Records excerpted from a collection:
● ● ●
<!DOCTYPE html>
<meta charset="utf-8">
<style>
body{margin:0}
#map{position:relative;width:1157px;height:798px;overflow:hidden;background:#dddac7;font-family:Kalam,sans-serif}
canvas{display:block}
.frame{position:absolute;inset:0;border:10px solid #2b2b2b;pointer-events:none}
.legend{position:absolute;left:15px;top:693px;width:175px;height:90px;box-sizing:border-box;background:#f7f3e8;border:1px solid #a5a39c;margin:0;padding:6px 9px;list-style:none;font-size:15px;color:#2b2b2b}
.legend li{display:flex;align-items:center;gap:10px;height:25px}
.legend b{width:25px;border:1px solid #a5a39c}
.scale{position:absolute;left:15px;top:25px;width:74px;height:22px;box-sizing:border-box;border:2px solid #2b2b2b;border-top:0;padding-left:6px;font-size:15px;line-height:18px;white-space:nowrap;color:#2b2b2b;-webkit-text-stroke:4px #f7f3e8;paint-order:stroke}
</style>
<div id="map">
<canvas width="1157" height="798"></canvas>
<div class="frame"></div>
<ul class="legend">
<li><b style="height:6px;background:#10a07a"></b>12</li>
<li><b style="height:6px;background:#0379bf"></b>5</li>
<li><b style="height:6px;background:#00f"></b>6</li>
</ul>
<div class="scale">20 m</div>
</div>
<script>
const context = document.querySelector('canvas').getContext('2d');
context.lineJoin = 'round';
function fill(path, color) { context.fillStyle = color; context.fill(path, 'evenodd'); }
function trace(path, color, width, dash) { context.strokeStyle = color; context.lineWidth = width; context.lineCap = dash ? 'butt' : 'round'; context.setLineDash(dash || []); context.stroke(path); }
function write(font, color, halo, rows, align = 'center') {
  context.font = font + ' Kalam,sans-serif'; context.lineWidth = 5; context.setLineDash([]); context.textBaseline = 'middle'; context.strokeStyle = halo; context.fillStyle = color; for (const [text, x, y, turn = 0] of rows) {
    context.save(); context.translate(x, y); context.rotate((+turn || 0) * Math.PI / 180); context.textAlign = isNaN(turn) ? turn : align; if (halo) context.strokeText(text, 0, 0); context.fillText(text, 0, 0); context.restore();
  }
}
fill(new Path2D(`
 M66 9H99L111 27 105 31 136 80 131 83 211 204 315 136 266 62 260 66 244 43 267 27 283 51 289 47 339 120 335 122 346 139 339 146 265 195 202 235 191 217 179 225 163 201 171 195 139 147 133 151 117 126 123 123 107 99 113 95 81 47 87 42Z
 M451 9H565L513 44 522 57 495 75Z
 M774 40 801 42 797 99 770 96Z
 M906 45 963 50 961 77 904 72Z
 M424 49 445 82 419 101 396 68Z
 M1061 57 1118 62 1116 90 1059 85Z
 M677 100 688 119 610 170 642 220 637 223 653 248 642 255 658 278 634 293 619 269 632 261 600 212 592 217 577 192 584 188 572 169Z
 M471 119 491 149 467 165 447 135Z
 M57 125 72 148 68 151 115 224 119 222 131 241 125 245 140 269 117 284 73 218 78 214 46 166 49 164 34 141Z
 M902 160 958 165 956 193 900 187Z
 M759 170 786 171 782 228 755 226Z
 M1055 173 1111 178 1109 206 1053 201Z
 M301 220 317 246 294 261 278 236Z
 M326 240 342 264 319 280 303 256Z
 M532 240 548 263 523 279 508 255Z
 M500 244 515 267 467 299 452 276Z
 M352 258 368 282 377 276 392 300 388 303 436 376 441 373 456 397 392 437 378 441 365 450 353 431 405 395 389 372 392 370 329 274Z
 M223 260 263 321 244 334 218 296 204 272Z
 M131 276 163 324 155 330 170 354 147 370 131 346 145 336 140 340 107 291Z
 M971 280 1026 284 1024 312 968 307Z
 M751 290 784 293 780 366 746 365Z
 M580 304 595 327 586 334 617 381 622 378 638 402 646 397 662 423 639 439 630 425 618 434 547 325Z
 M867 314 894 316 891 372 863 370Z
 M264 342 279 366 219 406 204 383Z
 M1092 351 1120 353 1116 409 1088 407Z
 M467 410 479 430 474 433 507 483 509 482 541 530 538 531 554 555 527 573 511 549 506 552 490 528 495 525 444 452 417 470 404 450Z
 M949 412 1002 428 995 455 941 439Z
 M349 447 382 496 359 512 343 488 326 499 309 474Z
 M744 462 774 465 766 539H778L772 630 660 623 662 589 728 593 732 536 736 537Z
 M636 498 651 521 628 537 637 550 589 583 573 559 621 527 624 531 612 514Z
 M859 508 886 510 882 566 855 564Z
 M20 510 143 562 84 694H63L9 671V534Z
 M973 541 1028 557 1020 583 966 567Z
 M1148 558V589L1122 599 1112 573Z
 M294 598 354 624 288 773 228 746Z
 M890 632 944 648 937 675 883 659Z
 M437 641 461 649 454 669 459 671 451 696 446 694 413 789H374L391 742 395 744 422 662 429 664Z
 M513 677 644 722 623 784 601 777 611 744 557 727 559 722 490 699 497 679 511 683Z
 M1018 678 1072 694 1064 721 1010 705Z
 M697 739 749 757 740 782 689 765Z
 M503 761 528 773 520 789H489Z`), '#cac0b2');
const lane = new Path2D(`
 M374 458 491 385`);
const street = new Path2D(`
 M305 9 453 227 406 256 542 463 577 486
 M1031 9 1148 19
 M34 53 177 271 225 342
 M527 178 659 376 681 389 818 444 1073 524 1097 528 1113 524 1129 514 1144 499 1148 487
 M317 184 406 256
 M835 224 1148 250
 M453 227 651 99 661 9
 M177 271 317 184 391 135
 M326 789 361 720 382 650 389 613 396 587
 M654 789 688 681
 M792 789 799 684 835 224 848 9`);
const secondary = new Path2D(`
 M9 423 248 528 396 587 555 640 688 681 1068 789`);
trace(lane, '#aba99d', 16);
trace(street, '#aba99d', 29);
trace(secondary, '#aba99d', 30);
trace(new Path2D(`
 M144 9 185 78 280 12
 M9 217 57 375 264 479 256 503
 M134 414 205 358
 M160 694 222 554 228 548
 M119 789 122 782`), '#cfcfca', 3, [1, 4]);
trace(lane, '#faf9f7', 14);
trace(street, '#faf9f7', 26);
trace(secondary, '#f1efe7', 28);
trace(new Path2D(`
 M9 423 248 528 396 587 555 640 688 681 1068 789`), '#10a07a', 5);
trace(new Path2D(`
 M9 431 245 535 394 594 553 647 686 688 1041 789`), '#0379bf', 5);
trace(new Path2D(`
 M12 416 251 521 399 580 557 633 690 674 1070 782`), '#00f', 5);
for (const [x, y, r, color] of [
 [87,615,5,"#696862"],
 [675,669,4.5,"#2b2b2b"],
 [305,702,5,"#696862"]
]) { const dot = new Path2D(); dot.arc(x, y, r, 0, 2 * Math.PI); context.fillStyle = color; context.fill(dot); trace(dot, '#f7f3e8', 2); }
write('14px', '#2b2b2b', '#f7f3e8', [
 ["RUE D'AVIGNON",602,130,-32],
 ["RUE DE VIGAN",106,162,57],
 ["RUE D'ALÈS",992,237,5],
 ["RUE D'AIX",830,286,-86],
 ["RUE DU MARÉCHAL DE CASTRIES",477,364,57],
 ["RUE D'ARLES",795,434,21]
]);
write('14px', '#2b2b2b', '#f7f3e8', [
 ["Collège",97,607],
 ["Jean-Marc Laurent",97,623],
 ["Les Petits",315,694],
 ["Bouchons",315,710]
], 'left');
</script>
● ● ●
▸ **What is expected**: Go through the entries and report every line with the string "canvas".

▸ **Task solution**:
canvas{display:block}
<canvas width="1157" height="798"></canvas>
const context = document.querySelector('canvas').getContext('2d');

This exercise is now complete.